__Information supplied__:
[Start of section]

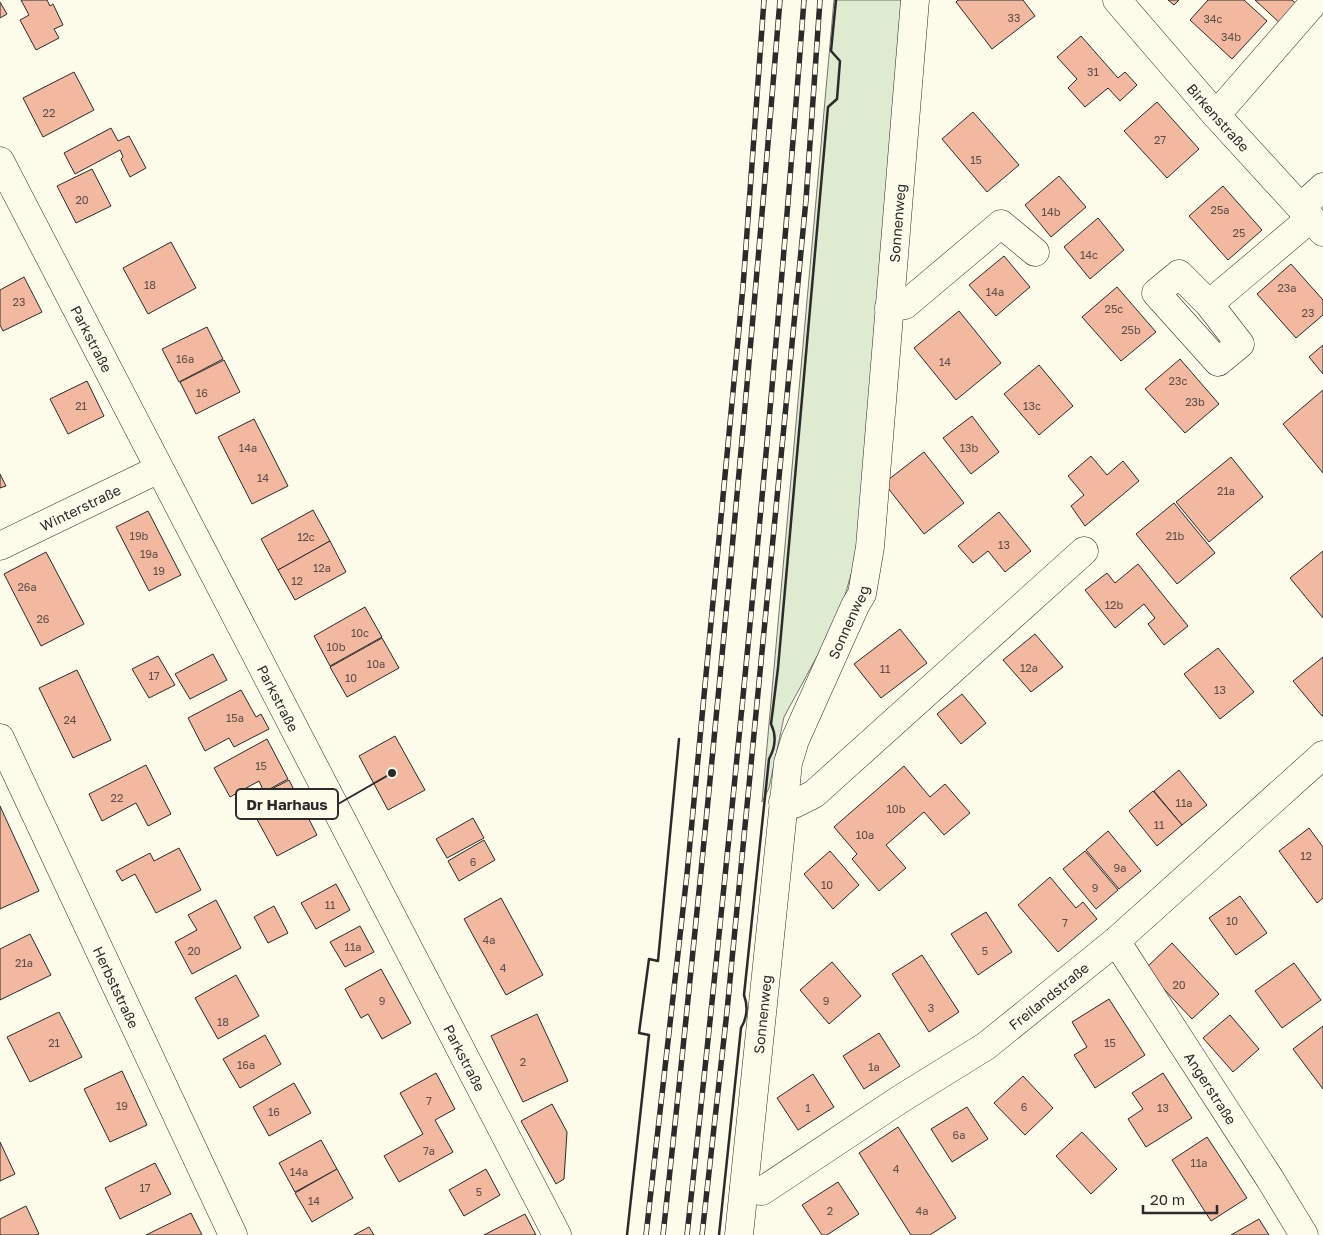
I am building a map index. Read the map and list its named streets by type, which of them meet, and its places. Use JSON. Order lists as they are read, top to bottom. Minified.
{"streets":{"street":["Birkenstraße","Sonnenweg","Parkstraße","Winterstraße","Herbststraße","Freilandstraße","Angerstraße"]},"crossings":[["Sonnenweg","Freilandstraße"],["Parkstraße","Winterstraße"],["Freilandstraße","Angerstraße"]],"places":["Dr Harhaus"],"house_numbers":["33","34c","34b","31","22","27","15","20","25a","14b","25","14c","18","23a","14a","23","25c","23","25b","16a","14","23c","16","23b","21","13c","14a","13b","14","21a","19b","21b","12c","13","19a","12a","19","12","26a","12b","26","10c","10b","10a","12a","11","17","10","13","15a","24","15","22","11a","10b","11","10a","12","6","9a","10","9","11","10","7","4a","11a","20","5","21a","4","20","9","9","3","18","21","15","2","16a","1a","7","19","6","1","13","16","6a","7a","11a","4","14a","17","5","14","2","4a"],"scale_bar":"20 m"}
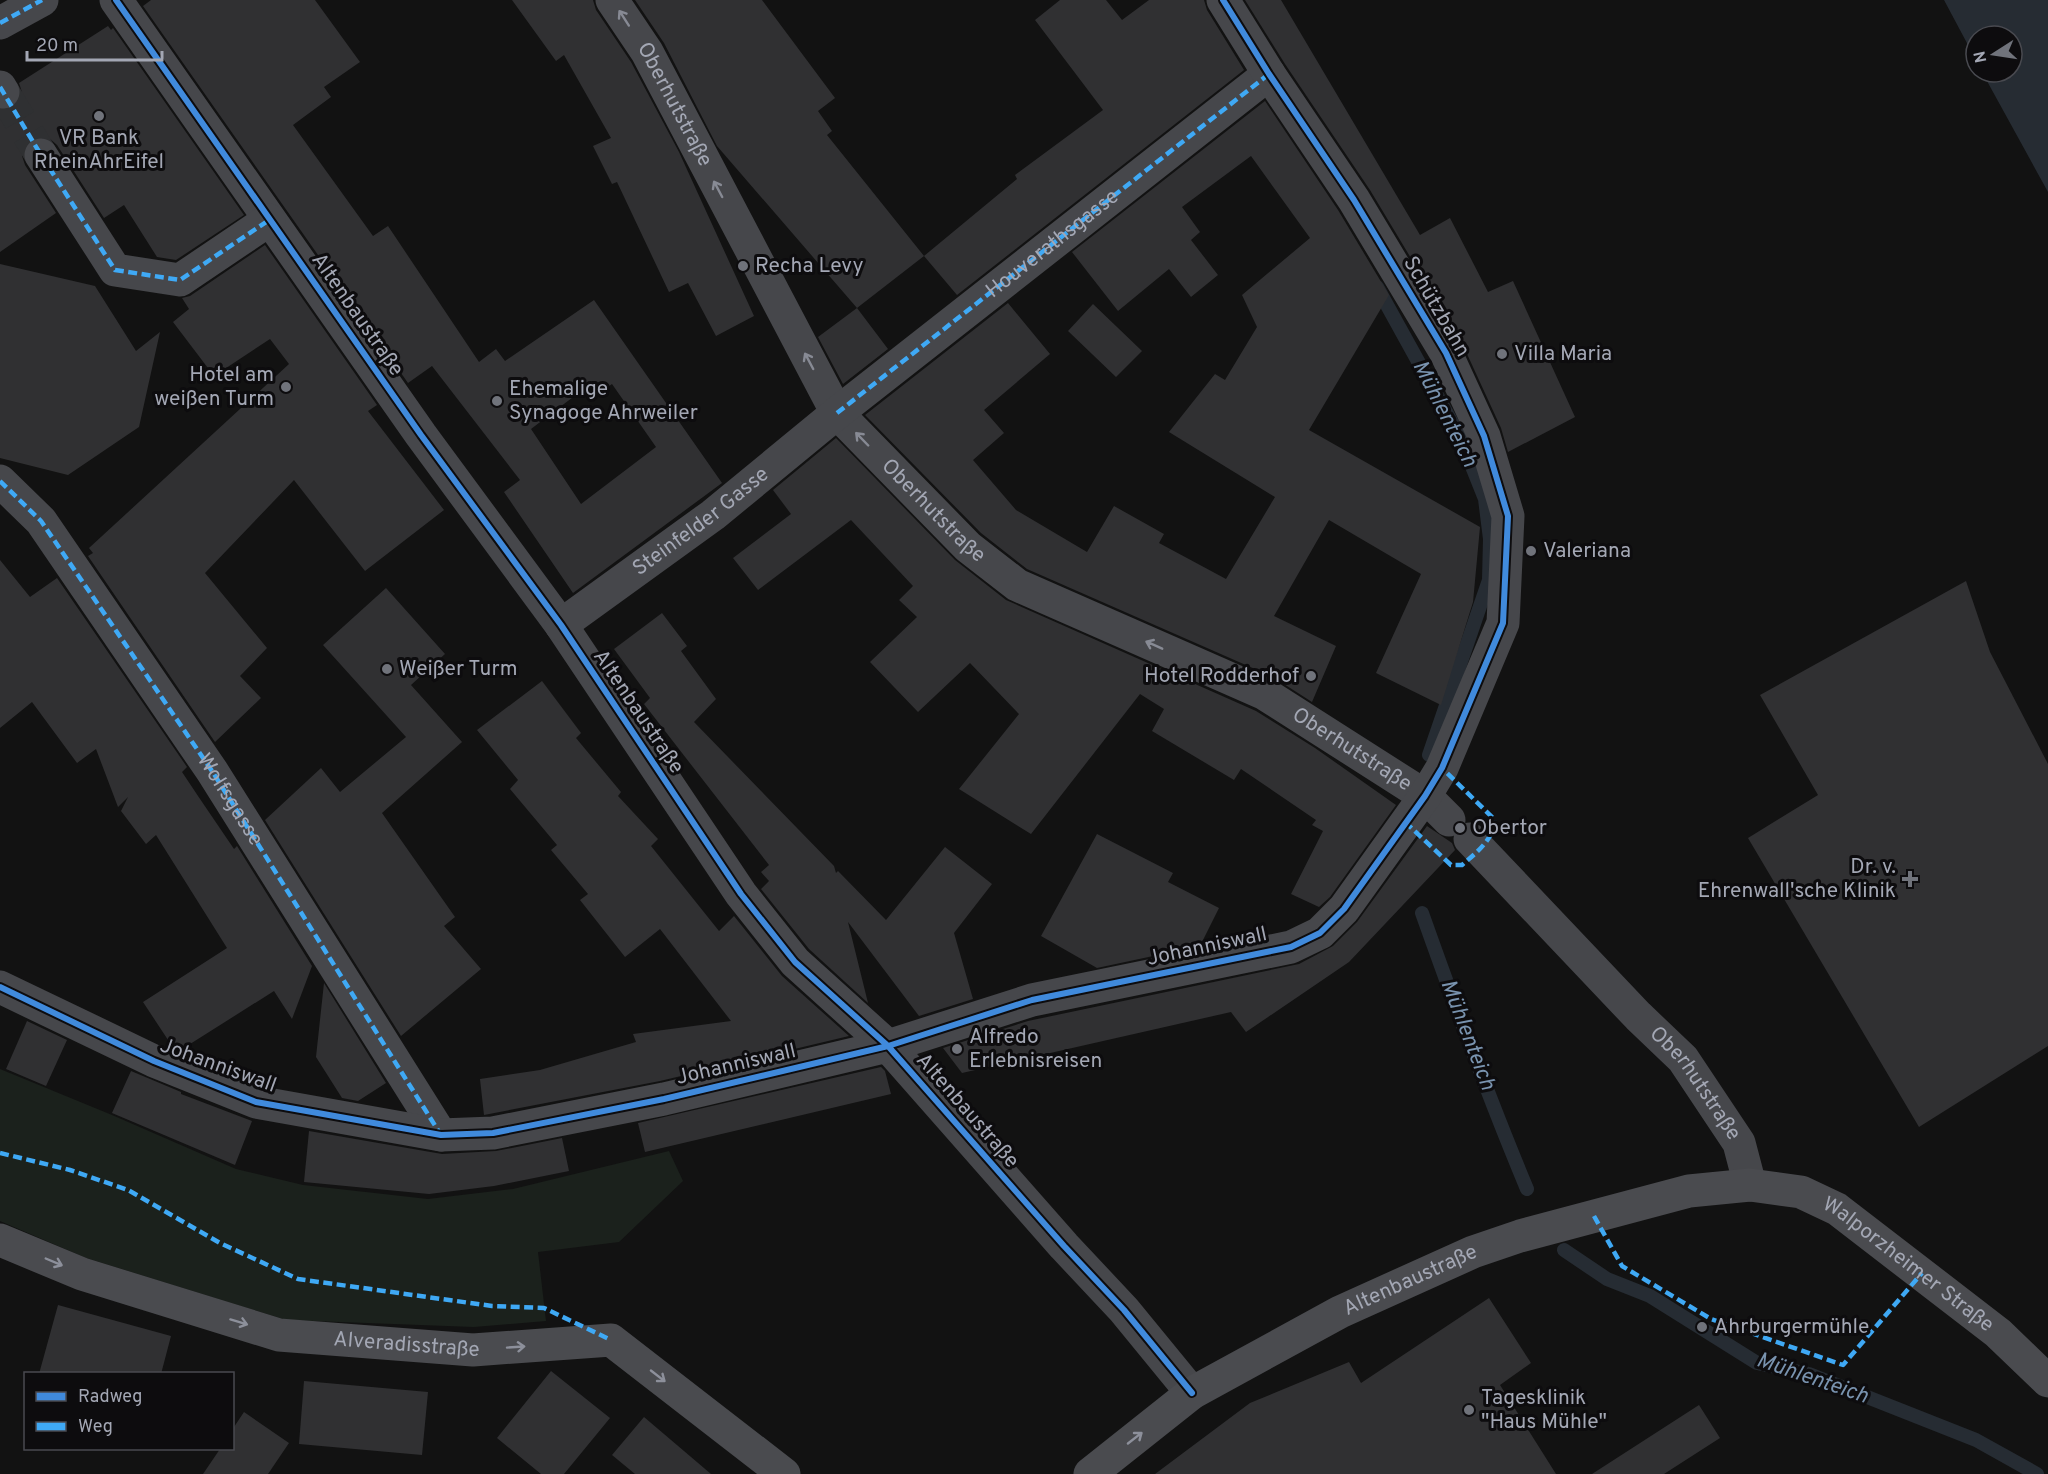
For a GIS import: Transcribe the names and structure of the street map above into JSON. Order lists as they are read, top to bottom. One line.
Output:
{"streets":{"street":["Oberhutstraße","Houverathsgasse","Schützbahn","Altenbaustraße","Steinfelder Gasse","Wolfsgasse","Johanniswall","Walporzheimer Straße","Alveradisstraße"]},"crossings":[["Oberhutstraße","Houverathsgasse"],["Oberhutstraße","Schützbahn"],["Oberhutstraße","Altenbaustraße"],["Oberhutstraße","Steinfelder Gasse"],["Oberhutstraße","Johanniswall"],["Oberhutstraße","Walporzheimer Straße"],["Houverathsgasse","Schützbahn"],["Houverathsgasse","Steinfelder Gasse"],["Schützbahn","Johanniswall"],["Altenbaustraße","Steinfelder Gasse"],["Altenbaustraße","Johanniswall"],["Altenbaustraße","Walporzheimer Straße"],["Wolfsgasse","Johanniswall"]],"one_way":["Oberhutstraße","Alveradisstraße"],"water":["Mühlenteich"],"places":{"other":["VR Bank RheinAhrEifel","Recha Levy","Villa Maria","Hotel am weißen Turm","Ehemalige Synagoge Ahrweiler","Valeriana","Weißer Turm","Hotel Rodderhof","Obertor","Alfredo Erlebnisreisen","Ahrburgermühle","Tagesklinik \"Haus Mühle\""],"health":["Dr. v. Ehrenwall'sche Klinik"]},"legend":["Radweg","Weg"],"scale_bar":"20 m","north":"left"}
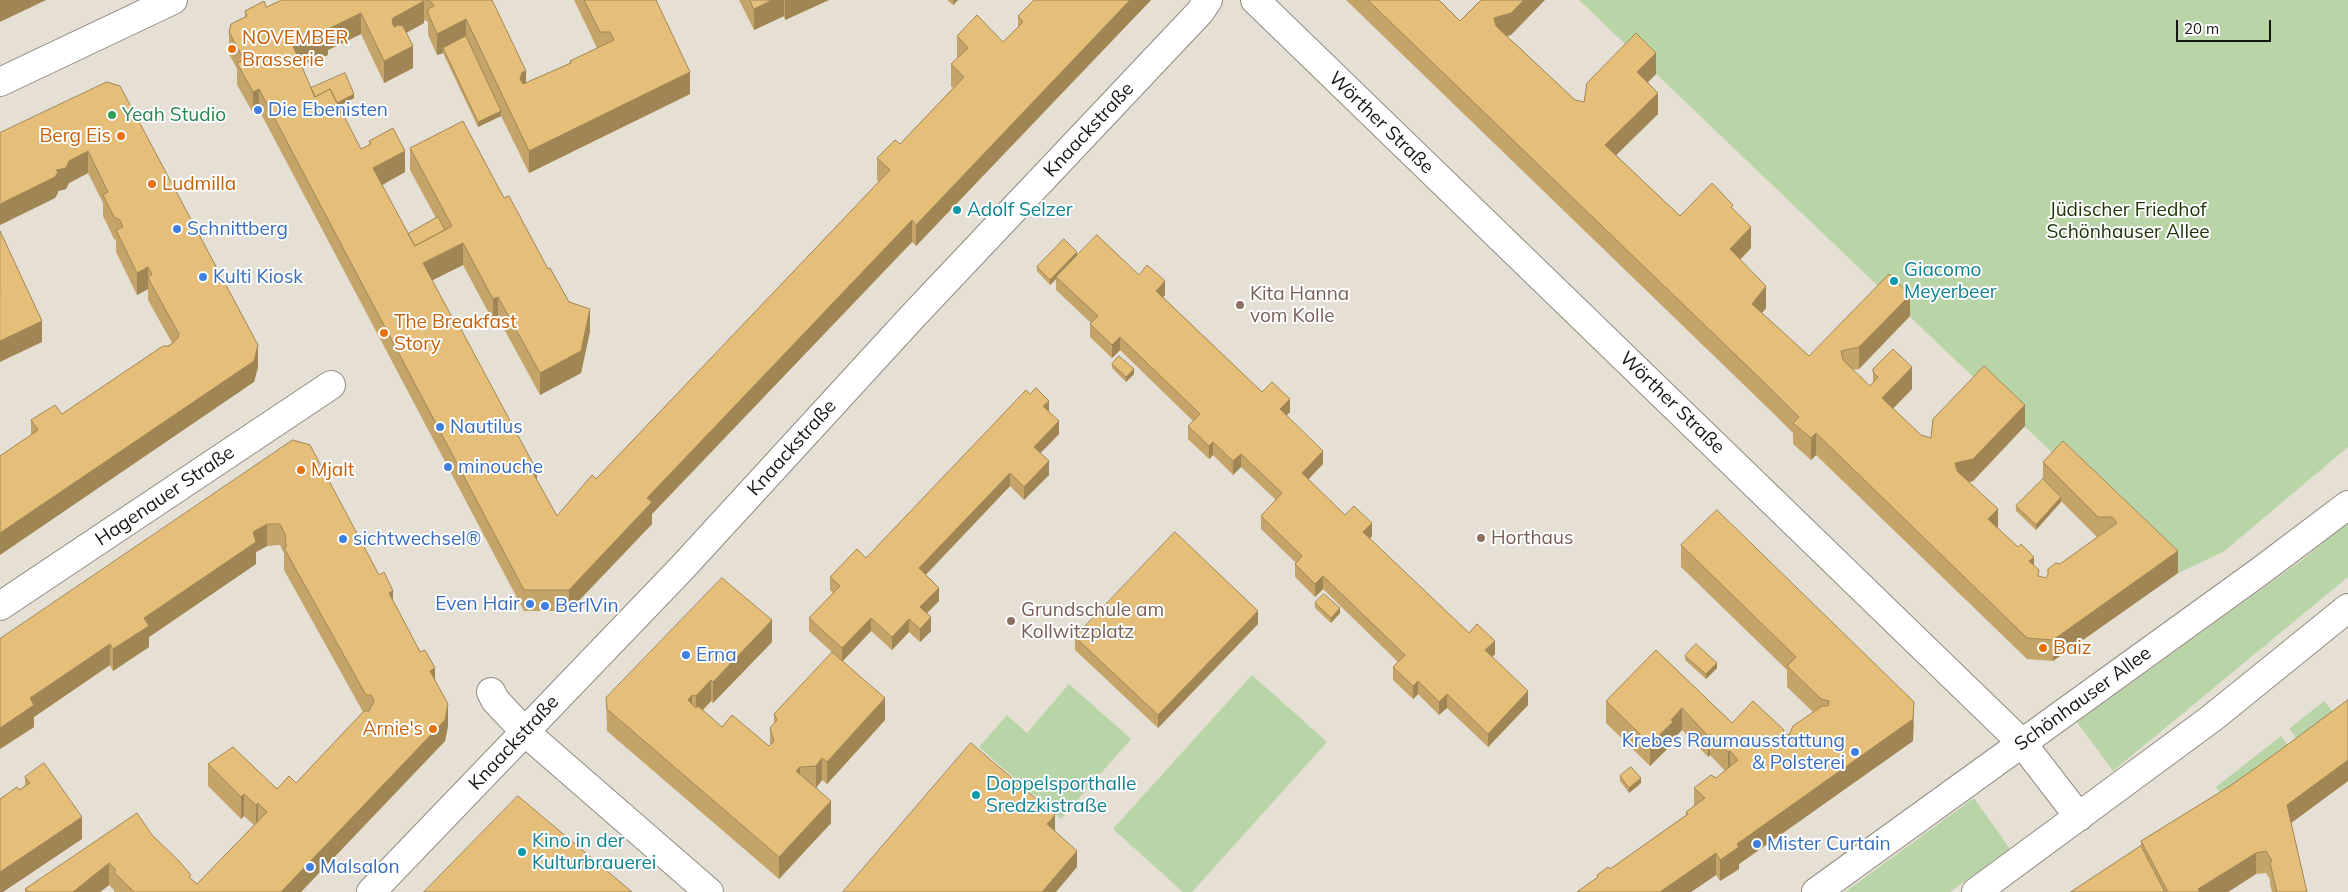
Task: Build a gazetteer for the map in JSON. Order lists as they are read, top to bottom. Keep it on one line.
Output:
{"streets":{"street":["Wörther Straße","Knaackstraße","Hagenauer Straße","Schönhauser Allee"]},"crossings":[["Wörther Straße","Schönhauser Allee"]],"parks":["Jüdischer Friedhof Schönhauser Allee"],"places":["NOVEMBER Brasserie","Die Ebenisten","Yeah Studio","Berg Eis","Ludmilla","Adolf Selzer","Schnittberg","Kulti Kiosk","Giacomo Meyerbeer","Kita Hanna vom Kolle","The Breakfast Story","Nautilus","minouche","Mjalt","Horthaus","sichtwechsel®","Even Hair","BerlVin","Grundschule am Kollwitzplatz","Baiz","Erna","Arnie's","Krebes Raumausstattung & Polsterei","Doppelsporthalle Sredzkistraße","Mister Curtain","Kino in der Kulturbrauerei","Malsalon"],"scale_bar":"20 m"}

[End of section]

__What needs to be done__: Every line from the one that holds "Task: Build a" to the end of the data above should be given again exactly, with that line and the last one both kept.

__Output for this exercise__:
Task: Build a gazetteer for the map in JSON. Order lists as they are read, top to bottom. Keep it on one line.
Output:
{"streets":{"street":["Wörther Straße","Knaackstraße","Hagenauer Straße","Schönhauser Allee"]},"crossings":[["Wörther Straße","Schönhauser Allee"]],"parks":["Jüdischer Friedhof Schönhauser Allee"],"places":["NOVEMBER Brasserie","Die Ebenisten","Yeah Studio","Berg Eis","Ludmilla","Adolf Selzer","Schnittberg","Kulti Kiosk","Giacomo Meyerbeer","Kita Hanna vom Kolle","The Breakfast Story","Nautilus","minouche","Mjalt","Horthaus","sichtwechsel®","Even Hair","BerlVin","Grundschule am Kollwitzplatz","Baiz","Erna","Arnie's","Krebes Raumausstattung & Polsterei","Doppelsporthalle Sredzkistraße","Mister Curtain","Kino in der Kulturbrauerei","Malsalon"],"scale_bar":"20 m"}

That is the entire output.